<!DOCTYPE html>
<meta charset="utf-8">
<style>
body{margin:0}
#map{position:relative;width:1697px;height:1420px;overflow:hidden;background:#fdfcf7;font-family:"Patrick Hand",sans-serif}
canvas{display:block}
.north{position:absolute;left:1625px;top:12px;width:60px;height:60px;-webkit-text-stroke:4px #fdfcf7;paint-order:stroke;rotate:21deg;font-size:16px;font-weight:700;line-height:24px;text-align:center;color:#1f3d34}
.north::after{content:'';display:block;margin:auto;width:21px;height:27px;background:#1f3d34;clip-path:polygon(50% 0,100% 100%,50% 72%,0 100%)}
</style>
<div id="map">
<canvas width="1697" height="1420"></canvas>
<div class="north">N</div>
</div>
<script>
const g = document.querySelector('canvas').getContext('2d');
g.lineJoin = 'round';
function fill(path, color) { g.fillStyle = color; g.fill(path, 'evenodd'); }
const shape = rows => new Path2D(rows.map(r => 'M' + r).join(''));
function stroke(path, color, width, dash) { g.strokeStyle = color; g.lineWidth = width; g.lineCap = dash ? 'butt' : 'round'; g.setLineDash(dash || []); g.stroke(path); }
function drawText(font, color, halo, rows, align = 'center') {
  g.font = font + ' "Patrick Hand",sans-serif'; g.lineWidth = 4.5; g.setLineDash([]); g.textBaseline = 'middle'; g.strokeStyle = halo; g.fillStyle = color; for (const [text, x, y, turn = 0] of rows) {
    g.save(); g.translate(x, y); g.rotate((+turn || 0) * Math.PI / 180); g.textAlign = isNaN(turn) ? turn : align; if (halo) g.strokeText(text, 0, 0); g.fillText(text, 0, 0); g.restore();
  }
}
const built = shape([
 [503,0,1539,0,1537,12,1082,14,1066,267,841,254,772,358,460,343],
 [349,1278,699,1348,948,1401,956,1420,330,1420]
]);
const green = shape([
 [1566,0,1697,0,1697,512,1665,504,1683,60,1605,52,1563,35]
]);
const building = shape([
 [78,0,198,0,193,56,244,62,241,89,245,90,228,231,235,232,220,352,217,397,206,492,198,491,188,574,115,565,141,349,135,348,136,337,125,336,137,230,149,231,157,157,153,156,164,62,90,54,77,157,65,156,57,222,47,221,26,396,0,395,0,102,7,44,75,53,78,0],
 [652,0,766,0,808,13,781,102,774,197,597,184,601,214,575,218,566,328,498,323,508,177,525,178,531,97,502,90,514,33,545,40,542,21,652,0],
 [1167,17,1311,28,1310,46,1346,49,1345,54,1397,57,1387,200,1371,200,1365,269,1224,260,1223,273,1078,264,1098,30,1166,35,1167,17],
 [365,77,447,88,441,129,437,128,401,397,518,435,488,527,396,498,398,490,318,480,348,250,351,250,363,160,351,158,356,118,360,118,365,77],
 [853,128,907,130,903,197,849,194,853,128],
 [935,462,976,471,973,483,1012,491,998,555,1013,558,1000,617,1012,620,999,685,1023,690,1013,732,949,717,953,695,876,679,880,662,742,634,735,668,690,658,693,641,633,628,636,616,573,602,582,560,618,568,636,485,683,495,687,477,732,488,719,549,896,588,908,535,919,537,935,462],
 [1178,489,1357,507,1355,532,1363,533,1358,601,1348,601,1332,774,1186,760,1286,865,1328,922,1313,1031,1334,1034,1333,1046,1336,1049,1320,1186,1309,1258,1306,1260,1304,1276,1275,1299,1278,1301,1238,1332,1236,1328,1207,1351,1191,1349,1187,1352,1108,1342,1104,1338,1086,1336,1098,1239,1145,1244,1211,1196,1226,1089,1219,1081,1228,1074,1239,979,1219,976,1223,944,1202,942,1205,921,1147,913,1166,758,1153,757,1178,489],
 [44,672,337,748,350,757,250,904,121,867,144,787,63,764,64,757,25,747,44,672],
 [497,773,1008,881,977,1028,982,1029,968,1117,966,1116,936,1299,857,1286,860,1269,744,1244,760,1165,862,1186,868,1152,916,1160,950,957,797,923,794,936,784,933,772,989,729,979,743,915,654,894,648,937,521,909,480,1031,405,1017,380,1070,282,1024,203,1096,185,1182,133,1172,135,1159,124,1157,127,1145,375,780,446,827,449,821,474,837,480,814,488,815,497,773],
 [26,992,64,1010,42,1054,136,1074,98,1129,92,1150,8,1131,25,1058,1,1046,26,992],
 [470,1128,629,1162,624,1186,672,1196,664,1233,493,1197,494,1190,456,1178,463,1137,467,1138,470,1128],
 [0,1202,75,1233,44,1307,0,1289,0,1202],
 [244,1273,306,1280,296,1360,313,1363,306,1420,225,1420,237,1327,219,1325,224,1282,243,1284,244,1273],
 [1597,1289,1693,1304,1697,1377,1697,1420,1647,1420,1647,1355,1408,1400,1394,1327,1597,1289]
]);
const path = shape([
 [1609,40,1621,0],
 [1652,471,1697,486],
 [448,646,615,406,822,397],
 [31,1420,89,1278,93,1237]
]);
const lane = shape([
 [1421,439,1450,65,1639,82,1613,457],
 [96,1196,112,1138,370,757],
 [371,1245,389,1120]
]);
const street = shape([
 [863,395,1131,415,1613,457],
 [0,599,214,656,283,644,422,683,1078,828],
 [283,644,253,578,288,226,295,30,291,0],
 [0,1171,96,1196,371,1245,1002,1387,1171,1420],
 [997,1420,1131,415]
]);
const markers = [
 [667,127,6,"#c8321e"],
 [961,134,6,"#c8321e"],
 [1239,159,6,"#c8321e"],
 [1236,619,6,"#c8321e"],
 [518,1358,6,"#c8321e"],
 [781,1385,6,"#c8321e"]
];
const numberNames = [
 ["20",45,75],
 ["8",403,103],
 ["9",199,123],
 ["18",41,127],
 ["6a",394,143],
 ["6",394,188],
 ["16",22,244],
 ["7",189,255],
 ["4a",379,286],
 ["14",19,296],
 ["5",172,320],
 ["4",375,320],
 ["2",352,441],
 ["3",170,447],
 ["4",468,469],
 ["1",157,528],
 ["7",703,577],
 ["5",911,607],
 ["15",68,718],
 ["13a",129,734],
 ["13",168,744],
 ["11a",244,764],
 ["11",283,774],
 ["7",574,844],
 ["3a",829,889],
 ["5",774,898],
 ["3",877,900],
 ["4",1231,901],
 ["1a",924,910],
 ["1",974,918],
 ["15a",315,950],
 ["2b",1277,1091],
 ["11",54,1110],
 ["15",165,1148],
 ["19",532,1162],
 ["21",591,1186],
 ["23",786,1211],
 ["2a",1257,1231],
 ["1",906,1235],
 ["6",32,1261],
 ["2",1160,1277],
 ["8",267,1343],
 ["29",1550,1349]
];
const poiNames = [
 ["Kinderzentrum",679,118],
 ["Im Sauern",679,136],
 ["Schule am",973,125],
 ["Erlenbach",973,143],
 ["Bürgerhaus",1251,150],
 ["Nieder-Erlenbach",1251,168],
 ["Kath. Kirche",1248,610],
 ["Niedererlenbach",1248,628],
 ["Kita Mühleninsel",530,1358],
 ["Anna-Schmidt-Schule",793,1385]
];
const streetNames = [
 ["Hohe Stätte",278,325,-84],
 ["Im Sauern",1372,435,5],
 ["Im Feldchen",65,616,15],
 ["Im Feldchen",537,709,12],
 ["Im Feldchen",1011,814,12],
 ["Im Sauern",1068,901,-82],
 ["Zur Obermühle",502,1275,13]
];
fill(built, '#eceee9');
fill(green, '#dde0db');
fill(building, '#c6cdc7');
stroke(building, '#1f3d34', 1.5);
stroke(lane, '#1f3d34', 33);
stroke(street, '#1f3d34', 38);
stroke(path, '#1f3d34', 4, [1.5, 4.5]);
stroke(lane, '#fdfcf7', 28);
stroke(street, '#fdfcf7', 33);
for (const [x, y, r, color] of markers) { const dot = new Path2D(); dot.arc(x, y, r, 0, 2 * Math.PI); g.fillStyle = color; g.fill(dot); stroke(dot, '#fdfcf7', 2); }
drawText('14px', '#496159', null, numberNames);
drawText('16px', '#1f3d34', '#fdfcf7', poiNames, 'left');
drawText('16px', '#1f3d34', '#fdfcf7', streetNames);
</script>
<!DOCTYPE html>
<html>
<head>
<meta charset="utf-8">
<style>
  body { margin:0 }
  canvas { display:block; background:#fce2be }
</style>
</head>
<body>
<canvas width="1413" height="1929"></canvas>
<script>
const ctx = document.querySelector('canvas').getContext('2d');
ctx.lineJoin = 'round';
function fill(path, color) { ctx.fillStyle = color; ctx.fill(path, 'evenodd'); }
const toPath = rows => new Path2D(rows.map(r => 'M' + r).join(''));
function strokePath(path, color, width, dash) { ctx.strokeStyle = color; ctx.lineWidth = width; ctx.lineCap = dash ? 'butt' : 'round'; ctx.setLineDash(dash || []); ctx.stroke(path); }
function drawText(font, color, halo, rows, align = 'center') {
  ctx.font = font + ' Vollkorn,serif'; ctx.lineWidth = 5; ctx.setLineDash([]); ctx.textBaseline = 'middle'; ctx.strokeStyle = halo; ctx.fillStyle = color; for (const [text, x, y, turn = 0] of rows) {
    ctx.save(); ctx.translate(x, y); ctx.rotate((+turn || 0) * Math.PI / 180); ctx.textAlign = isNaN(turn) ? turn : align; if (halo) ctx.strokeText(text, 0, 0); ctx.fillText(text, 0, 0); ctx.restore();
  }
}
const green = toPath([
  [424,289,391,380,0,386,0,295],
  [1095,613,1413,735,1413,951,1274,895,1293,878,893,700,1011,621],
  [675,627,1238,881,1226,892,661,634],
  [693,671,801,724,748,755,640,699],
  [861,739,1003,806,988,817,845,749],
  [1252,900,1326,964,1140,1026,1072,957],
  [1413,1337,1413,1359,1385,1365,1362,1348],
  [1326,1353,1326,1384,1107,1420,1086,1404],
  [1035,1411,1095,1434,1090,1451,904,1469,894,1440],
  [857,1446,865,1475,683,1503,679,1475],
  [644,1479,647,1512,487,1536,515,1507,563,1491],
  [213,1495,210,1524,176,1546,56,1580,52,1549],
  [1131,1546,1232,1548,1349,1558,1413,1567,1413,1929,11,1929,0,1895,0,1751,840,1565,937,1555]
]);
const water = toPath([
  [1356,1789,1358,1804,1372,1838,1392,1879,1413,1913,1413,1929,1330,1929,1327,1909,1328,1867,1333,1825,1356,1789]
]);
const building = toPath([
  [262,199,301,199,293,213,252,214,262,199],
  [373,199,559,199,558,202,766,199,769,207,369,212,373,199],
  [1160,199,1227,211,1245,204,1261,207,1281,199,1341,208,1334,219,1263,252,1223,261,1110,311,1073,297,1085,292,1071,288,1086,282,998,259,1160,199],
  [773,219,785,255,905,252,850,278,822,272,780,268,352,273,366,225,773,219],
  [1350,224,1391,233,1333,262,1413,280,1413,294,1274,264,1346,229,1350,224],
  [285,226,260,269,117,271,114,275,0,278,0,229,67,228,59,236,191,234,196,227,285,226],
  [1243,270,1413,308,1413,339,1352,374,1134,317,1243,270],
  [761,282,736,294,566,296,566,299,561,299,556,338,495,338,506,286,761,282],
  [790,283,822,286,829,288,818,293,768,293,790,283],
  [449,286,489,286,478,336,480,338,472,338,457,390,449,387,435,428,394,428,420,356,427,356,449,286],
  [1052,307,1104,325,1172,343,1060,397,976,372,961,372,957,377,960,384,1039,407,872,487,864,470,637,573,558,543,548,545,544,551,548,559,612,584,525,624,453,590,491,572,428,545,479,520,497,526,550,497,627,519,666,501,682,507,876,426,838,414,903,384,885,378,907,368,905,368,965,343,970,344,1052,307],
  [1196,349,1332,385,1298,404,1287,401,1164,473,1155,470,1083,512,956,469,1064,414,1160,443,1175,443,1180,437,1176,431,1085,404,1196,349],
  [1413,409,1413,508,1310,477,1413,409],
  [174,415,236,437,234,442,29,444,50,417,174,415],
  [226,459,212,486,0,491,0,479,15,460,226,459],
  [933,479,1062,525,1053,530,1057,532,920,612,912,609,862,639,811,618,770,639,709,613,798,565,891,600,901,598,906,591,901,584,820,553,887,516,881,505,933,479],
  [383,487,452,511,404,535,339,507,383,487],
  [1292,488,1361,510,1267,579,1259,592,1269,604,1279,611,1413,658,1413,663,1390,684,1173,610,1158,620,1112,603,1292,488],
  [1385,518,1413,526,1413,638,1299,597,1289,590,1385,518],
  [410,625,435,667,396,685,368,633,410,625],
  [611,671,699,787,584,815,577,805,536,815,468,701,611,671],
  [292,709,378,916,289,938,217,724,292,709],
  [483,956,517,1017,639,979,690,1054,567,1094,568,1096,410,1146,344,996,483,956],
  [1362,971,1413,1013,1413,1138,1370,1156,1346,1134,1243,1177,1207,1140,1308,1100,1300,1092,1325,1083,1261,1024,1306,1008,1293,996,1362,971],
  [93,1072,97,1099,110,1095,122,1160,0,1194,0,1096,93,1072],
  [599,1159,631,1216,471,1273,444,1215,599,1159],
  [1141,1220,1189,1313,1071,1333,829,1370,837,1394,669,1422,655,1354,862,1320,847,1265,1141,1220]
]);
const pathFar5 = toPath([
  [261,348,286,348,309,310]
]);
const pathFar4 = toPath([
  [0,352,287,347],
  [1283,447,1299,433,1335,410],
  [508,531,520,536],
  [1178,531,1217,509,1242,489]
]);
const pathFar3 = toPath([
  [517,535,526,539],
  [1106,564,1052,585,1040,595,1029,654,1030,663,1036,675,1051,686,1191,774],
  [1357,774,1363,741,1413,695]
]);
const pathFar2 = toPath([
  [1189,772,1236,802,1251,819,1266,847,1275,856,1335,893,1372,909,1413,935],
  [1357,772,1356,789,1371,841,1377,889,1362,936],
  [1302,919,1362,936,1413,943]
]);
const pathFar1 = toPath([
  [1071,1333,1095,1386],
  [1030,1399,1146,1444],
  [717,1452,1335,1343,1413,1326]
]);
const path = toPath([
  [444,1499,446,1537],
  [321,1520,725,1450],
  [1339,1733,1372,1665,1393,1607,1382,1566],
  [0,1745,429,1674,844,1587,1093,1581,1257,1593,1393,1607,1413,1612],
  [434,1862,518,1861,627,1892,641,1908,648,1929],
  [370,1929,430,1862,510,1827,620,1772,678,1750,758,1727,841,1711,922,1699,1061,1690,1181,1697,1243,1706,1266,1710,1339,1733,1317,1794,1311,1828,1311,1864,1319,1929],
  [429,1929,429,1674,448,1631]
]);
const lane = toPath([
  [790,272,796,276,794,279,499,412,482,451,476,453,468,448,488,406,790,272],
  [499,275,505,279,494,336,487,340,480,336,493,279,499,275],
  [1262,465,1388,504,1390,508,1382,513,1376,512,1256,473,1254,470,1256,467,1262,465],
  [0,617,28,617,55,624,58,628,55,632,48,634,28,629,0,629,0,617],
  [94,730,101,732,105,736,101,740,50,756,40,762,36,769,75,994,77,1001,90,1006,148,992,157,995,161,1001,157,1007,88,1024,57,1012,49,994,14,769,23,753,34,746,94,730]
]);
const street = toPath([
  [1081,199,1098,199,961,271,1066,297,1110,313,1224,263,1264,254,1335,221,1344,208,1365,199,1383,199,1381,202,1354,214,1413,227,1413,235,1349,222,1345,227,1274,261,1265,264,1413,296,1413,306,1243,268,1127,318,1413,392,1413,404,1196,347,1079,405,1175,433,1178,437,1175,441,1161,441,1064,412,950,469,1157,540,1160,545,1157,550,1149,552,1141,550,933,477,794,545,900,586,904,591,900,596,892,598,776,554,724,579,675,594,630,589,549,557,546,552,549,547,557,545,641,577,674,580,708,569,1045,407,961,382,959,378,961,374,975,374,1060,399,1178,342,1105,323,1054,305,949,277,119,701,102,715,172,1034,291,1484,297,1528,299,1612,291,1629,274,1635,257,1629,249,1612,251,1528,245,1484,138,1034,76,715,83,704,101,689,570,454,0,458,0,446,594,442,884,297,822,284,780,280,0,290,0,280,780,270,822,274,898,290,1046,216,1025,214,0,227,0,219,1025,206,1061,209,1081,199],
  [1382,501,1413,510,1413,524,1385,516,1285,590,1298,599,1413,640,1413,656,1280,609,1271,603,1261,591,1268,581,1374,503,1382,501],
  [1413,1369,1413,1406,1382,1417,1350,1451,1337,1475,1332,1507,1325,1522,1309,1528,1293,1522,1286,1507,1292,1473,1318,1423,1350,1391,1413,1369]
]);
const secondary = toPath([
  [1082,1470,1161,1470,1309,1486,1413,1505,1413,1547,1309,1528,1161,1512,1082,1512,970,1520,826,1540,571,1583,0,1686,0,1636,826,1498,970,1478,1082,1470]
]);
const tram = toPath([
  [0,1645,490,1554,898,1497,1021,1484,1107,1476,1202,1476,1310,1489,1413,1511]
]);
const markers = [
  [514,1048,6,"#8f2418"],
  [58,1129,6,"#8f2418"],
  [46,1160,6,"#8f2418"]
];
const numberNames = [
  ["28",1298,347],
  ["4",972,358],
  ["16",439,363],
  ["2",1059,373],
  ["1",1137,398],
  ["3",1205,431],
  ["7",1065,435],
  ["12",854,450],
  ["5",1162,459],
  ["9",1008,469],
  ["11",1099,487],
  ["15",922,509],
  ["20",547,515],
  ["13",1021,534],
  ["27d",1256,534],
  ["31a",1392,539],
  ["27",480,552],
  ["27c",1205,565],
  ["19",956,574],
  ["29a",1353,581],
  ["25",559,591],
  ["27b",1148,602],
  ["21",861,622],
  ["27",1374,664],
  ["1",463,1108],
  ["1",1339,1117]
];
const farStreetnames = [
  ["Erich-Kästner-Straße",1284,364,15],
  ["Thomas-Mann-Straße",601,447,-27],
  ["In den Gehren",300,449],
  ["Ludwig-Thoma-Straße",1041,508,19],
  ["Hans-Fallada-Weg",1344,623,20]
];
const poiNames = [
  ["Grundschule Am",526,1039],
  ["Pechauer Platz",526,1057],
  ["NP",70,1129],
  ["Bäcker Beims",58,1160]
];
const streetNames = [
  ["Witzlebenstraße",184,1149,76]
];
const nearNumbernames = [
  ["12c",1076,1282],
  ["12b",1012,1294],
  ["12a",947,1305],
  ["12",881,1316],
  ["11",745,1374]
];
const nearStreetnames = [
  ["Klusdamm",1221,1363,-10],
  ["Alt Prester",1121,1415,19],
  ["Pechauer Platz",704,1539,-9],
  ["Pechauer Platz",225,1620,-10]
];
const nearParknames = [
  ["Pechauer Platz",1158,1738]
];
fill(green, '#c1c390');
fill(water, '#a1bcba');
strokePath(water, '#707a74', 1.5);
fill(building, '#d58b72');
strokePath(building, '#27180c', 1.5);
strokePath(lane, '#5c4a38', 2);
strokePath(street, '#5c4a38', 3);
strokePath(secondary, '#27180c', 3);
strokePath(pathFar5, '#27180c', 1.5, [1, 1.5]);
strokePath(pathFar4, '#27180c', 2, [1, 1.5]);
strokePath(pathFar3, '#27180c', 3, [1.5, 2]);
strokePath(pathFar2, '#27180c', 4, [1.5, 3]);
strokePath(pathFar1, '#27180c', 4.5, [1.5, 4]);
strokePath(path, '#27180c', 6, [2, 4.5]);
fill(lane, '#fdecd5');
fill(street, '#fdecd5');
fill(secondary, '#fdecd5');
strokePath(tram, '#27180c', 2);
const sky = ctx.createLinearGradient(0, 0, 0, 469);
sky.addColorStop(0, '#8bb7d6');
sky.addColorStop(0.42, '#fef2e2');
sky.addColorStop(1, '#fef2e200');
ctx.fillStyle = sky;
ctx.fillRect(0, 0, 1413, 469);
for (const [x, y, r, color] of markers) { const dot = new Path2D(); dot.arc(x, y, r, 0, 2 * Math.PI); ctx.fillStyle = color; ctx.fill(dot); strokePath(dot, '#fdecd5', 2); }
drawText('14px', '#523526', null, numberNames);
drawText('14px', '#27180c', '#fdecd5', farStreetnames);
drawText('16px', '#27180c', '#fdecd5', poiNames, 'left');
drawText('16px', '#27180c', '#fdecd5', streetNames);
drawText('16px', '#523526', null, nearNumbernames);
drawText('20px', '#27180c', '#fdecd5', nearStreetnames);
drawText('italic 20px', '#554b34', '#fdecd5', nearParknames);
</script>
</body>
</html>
* * * * * * *
--- Problem description ---
What lines above contain "align"? Copy them out.

--- Reply to the exercise ---
.north{position:absolute;left:1625px;top:12px;width:60px;height:60px;-webkit-text-stroke:4px #fdfcf7;paint-order:stroke;rotate:21deg;font-size:16px;font-weight:700;line-height:24px;text-align:center;color:#1f3d34}
function drawText(font, color, halo, rows, align = 'center') {
    g.save(); g.translate(x, y); g.rotate((+turn || 0) * Math.PI / 180); g.textAlign = isNaN(turn) ? turn : align; if (halo) g.strokeText(text, 0, 0); g.fillText(text, 0, 0); g.restore();
function drawText(font, color, halo, rows, align = 'center') {
    ctx.save(); ctx.translate(x, y); ctx.rotate((+turn || 0) * Math.PI / 180); ctx.textAlign = isNaN(turn) ? turn : align; if (halo) ctx.strokeText(text, 0, 0); ctx.fillText(text, 0, 0); ctx.restore();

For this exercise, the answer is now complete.